Related“This credit helps support the future prosperity of Canada’s mineral industry and it all starts from the flow through shares that serve as an incentive for attracting investors into grassroots exploration.”

The flow through share system is a unique investment structure in which resource companies pass along (or flow through) their expenses to investors who can deduct them against their taxable income. The METC adds a 15 per cent tax credit on top of that for an added incentive.

It was a welcome development for the mining sector, which argues the credit is an invaluable tool that helps fund early stage prospecting and development that might not otherwise be funded.

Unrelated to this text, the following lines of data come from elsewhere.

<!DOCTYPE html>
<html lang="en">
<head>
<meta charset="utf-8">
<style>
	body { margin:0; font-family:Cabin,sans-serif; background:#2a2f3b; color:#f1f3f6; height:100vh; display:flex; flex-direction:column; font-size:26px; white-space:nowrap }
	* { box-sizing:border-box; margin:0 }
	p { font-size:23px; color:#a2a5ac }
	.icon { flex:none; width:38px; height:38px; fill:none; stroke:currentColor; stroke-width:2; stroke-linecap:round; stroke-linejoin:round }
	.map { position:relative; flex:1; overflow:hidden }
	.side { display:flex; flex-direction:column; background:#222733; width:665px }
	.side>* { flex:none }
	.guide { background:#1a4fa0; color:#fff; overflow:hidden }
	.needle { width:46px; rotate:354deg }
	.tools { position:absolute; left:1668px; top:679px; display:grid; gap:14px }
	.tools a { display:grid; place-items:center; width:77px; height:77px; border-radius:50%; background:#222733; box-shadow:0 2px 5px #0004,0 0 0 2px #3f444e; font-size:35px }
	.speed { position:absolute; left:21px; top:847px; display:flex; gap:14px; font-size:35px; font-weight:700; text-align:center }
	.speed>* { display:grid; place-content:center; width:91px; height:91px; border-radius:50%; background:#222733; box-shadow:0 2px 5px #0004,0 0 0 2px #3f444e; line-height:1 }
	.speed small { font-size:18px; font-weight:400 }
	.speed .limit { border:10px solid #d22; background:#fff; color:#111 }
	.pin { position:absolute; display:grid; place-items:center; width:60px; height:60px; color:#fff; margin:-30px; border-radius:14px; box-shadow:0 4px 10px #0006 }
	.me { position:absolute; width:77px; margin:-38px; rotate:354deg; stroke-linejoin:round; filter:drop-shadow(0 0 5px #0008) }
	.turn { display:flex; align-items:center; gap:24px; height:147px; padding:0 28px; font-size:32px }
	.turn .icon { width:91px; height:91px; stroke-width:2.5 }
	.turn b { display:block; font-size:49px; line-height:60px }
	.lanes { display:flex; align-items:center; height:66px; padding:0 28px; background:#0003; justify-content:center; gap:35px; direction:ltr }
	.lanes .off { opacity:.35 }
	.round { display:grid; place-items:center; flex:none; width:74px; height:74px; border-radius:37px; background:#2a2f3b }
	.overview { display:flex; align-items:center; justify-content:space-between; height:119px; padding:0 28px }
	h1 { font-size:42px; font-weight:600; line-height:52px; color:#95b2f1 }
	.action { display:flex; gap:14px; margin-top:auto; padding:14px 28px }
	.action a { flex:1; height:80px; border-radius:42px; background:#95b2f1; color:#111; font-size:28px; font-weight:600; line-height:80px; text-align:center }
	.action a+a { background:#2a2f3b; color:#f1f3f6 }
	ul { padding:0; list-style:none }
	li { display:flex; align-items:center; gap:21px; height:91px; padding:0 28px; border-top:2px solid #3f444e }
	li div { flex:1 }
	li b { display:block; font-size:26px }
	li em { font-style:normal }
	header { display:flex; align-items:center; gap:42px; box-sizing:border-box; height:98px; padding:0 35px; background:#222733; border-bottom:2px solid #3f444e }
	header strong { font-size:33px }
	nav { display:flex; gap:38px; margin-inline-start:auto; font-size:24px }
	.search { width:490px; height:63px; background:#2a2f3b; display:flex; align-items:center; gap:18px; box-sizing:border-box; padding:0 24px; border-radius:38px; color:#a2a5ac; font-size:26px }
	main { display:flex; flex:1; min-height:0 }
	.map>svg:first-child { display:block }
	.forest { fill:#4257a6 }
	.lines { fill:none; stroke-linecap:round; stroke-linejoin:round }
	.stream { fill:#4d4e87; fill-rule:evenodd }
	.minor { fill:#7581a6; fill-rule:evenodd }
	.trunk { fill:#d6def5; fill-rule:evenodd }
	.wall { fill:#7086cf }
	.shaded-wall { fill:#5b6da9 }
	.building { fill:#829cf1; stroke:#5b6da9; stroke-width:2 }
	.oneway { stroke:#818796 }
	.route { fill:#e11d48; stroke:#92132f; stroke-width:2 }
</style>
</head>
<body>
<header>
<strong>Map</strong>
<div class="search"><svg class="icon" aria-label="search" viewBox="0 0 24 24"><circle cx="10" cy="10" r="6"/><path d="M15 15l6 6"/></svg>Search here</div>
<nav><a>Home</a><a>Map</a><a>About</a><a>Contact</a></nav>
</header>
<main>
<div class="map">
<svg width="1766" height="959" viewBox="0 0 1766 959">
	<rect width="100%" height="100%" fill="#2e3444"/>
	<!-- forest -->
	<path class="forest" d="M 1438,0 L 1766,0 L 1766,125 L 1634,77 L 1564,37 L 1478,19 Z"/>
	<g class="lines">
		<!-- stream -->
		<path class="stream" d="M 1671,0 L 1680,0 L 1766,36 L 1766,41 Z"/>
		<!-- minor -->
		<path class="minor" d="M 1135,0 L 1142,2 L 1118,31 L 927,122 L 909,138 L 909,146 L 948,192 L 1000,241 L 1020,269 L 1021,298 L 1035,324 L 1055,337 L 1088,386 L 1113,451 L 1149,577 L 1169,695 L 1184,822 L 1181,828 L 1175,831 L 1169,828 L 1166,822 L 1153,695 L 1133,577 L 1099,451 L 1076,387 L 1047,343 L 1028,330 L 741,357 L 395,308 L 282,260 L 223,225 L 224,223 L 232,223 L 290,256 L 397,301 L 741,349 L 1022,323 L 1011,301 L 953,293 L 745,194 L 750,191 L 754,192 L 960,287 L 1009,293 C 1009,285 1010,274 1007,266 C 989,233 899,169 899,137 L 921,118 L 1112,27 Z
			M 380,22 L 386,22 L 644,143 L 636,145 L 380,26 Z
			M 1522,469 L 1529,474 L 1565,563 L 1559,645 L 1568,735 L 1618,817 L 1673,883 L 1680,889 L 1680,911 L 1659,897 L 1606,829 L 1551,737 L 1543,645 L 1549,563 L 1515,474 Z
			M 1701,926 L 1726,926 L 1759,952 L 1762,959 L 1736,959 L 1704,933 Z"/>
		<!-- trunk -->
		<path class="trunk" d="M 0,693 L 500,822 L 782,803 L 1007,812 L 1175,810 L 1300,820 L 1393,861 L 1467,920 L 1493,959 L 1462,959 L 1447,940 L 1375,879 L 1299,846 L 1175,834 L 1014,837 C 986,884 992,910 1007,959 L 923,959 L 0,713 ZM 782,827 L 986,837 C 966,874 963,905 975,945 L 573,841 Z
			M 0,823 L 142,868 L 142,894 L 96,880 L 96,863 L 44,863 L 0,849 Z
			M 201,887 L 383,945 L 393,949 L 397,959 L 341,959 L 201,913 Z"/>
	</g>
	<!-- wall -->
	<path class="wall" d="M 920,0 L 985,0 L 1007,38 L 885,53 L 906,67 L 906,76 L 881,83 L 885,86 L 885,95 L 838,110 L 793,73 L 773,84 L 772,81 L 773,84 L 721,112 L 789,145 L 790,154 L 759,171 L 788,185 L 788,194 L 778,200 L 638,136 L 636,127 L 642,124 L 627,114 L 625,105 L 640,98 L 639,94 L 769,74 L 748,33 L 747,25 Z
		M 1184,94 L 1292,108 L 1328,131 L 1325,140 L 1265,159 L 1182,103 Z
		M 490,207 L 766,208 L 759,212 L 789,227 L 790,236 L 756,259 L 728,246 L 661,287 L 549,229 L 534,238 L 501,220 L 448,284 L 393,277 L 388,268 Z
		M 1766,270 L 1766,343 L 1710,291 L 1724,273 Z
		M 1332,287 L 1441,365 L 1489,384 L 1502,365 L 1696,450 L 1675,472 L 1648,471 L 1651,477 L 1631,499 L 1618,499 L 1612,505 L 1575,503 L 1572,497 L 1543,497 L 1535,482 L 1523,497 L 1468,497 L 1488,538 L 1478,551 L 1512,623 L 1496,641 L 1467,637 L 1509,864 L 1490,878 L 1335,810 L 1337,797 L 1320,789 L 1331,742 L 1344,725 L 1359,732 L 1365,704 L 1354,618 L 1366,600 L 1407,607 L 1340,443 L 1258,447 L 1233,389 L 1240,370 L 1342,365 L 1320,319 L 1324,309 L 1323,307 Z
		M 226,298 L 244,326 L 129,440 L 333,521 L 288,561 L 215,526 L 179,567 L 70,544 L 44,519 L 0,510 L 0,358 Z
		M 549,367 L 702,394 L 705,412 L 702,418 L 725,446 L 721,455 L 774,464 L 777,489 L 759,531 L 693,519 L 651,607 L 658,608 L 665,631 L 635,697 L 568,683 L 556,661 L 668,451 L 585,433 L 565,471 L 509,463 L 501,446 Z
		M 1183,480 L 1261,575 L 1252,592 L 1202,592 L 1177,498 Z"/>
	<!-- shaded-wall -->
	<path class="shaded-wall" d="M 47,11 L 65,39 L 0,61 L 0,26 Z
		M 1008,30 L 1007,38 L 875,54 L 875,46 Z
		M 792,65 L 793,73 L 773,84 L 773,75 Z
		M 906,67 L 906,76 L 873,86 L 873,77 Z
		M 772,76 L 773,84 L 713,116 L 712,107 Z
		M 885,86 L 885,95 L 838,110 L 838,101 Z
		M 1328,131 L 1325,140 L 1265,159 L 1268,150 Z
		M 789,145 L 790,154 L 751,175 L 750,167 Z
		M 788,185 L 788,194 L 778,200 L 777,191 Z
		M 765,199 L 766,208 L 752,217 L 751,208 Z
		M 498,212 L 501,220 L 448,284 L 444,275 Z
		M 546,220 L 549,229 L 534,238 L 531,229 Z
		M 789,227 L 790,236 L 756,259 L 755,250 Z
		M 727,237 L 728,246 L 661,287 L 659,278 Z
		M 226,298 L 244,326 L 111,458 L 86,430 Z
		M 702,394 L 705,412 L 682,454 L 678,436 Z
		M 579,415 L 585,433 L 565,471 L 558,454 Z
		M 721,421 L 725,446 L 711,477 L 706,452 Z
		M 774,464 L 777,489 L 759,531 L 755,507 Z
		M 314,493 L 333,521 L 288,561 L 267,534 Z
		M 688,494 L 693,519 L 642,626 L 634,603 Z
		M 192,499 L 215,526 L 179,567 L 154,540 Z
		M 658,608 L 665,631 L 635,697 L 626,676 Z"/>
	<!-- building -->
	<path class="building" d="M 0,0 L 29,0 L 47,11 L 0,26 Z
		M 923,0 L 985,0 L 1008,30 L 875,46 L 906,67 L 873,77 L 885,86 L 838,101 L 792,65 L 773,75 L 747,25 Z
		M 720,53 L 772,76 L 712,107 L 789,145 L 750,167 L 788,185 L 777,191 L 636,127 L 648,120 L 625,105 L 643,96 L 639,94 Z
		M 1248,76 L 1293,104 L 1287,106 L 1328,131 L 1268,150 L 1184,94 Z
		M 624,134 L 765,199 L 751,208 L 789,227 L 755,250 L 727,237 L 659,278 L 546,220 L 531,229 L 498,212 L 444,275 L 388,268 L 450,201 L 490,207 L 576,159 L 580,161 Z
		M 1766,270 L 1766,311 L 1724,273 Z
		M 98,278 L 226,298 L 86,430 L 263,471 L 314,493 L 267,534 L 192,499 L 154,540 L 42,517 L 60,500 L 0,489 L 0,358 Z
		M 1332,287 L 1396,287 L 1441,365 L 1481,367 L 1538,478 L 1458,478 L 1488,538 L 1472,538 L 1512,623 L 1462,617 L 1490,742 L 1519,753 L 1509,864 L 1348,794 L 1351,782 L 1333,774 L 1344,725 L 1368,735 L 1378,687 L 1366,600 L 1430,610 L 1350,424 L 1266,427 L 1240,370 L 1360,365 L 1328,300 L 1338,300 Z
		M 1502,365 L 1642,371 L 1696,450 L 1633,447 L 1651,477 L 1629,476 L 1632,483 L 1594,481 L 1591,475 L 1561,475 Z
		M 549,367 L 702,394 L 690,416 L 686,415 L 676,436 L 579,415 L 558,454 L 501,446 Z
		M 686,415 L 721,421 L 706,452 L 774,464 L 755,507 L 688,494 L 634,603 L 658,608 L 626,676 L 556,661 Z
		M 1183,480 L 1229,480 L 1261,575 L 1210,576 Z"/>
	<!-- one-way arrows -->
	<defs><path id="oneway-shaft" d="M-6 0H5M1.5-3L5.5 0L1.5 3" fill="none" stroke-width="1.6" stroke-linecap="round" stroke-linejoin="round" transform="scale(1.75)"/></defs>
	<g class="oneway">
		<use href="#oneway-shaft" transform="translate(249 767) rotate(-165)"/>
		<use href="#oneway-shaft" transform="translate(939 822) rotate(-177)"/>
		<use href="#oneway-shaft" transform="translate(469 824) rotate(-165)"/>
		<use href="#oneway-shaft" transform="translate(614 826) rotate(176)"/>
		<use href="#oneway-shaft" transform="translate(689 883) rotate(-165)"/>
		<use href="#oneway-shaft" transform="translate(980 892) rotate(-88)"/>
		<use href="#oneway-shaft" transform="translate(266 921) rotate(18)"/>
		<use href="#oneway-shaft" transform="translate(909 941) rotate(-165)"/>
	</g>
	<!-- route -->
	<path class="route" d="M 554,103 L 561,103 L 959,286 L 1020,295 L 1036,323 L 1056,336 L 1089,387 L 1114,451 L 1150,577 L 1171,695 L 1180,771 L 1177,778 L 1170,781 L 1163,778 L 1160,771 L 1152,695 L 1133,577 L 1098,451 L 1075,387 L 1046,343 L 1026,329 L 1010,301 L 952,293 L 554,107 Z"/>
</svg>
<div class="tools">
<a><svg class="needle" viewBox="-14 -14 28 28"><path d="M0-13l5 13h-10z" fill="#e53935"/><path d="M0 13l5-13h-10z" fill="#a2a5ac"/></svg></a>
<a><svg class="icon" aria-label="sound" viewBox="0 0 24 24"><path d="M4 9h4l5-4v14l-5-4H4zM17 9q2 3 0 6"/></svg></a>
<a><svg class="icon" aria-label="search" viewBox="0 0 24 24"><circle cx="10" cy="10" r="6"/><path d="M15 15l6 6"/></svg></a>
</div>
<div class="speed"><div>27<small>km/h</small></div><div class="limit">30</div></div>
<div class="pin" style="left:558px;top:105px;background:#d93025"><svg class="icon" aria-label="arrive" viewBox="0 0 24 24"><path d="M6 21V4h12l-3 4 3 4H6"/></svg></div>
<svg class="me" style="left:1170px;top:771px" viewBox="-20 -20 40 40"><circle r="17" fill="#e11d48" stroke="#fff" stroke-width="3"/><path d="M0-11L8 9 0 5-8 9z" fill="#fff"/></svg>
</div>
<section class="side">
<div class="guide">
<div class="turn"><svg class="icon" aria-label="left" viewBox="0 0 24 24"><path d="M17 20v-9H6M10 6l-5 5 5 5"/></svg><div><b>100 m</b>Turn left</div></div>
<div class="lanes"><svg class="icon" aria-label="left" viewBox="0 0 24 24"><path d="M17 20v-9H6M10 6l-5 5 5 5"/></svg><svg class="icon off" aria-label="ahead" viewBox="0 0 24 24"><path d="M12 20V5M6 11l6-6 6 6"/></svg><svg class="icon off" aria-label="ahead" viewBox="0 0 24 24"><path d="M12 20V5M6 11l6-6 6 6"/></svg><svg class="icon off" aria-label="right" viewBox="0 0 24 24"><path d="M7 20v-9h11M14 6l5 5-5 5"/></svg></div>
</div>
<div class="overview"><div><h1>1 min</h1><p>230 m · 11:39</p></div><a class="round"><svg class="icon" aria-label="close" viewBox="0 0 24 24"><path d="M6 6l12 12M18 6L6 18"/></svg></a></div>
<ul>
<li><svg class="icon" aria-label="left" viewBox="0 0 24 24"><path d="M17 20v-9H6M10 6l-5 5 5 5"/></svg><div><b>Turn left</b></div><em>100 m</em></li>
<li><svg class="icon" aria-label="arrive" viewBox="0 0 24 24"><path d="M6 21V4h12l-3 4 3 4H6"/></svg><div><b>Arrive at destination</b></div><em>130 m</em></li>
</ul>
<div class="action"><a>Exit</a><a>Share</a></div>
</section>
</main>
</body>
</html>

In 2015, more than 200 companies issued flow through shares and more than 410,000 investors benefitted from the credit, Carr noted.

Financing for junior mining companies has been especially hard to come by in recent years as the entire industry has been going through a down cycle of low commodity prices.

A similar credit was first introduced under Jean Chretien’s government during a previous mining downturn in 2000. That temporary measure aimed at helping the companies weather tough times expired in 2005. When the Conservatives took over they revived the mineral tax credit and extended it each year through their reign. The Liberal government has continued to extend it on a year-by-year.